Tenía ojitos de búho, y cuando hablaba para pedirme detalles, sus labios, escondidos tras un bigote negro, apenas se movían. Llevaba el pelo planchado sobre la cabeza como si lo hubiera untado con aceite y al ponerse a tomar notas me di cuenta de que llevaba gemelos de oro a juego con la sortija, el reloj y una pulsera también de oro en la otra mano. Apenas me miraba, ni siquiera cuando yo respondía a sus preguntas, escribía lo que yo decía y se quedaba quieto esperando a que continuara. Una vez le hube contado la historia completa, le di el teléfono del sargento, la dirección de la comisaría de Gerona, le comuniqué que al día siguiente pensaba ausentarme, le dejé el teléfono y el fax de la universidad y mi móvil, aunque apenas lo utilizaba, y el de mi departamento. Y un sobre con la exigua documentación del caso, que comprendía entre otros papeles la copia de la denuncia, la citación del juzgado y un texto que yo misma había redactado contando los pormenores del caso por si se le olvidaba alguna cosa.
"De todos modos, tal vez usted tenga acceso a la comisaría de Gerona, es allí donde me dijo el teniente de la Guardia Civil que enviarían la documentación, porque el caso se llevaría desde allí." Y al ver que nada añadía fui yo la que le pregunté: "¿Podremos recuperar la sortija?" "No puedo decirle nada en este momento, antes de hacer una serie de gestiones, pero ya le anticipo que lo más probable es que el joyero, amparado por la ley, haya partido el brillante en varias piezas y las haya vendido. En cualquier caso, déjeme hacer." "Lo que quiero es que haga valer mis derechos en la policía.

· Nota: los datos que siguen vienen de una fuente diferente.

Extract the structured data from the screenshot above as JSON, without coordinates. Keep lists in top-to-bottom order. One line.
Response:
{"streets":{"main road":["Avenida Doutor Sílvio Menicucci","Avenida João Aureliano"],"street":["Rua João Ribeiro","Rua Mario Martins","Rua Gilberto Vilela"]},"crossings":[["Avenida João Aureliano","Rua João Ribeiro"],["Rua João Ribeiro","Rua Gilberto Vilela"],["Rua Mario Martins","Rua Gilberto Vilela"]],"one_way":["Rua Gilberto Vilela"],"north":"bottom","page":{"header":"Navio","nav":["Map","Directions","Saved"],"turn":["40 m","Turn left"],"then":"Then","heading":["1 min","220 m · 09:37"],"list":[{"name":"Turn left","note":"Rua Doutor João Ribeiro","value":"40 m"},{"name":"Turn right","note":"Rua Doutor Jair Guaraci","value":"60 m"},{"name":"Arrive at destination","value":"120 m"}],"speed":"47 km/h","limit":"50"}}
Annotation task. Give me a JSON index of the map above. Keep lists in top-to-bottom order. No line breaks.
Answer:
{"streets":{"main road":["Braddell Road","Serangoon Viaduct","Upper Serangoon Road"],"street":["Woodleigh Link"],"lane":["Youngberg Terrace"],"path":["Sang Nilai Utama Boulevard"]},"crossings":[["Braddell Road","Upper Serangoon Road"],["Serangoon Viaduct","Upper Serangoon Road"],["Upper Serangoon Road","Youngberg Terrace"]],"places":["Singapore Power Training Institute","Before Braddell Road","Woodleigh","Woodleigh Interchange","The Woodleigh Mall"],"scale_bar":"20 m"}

Ellos tendrían que haberme avisado, tendrían que haberlo intentado por lo menos. Quiero saber por qué no lo han hecho." "Sí, claro, tiene usted razón, pero ¿cómo se demuestra que no lo han hecho?" "Nadie me ha llamado." "Usted no lo sabe, me ha dicho que estaba en Madrid." "Pero no me han enviado ninguna carta, tendrían que saber mi dirección porque Adelita cuando entregó su carnet de identidad al joyero, como él le exigió, dijo que estaba de guarda en mi casa." "Sí, claro, pero veamos primero lo que dice la policía." De pronto pareció que había tenido una iluminación, porque levantó la mano que sostenía la pluma y como si con ella señalara el punto donde se resumía todo el embrollo, fijó la vista en la misma dirección, y dijo para sí pero evidentemente para que lo oyera yo y lo corroborara: "Así que le robó una joya su guarda, usted la denuncia, van las dos al juzgado y ahora se queda en su casa, es decir, no la despide. ¿Es o no es así?" "Sí, así es, pero esto, ¿qué tiene que ver?" "De momento, nada, claro, pero tal comportamiento podría provocar ciertas sospechas." Sonrió fugazmente y, volviendo la vista a su cuaderno, preguntó: "¿Qué le han dicho los del seguro, si es que tiene asegurada la vivienda y su contenido?" ¿El seguro?, ni me había acordado del seguro, era cierto, tendría que llamar y enviarles una copia de la denuncia. Pero respondí: "No he llamado todavía, ayer era fiesta." Y añadí, intrigada: "¿Qué quiere decir con que podría provocar sospechas?" No respondió a mi pregunta, dijo solamente: "No deje de comunicarme lo que le digan." Y levantándose me tendió la mano con solemnidad, y frialdad también, debo decirlo.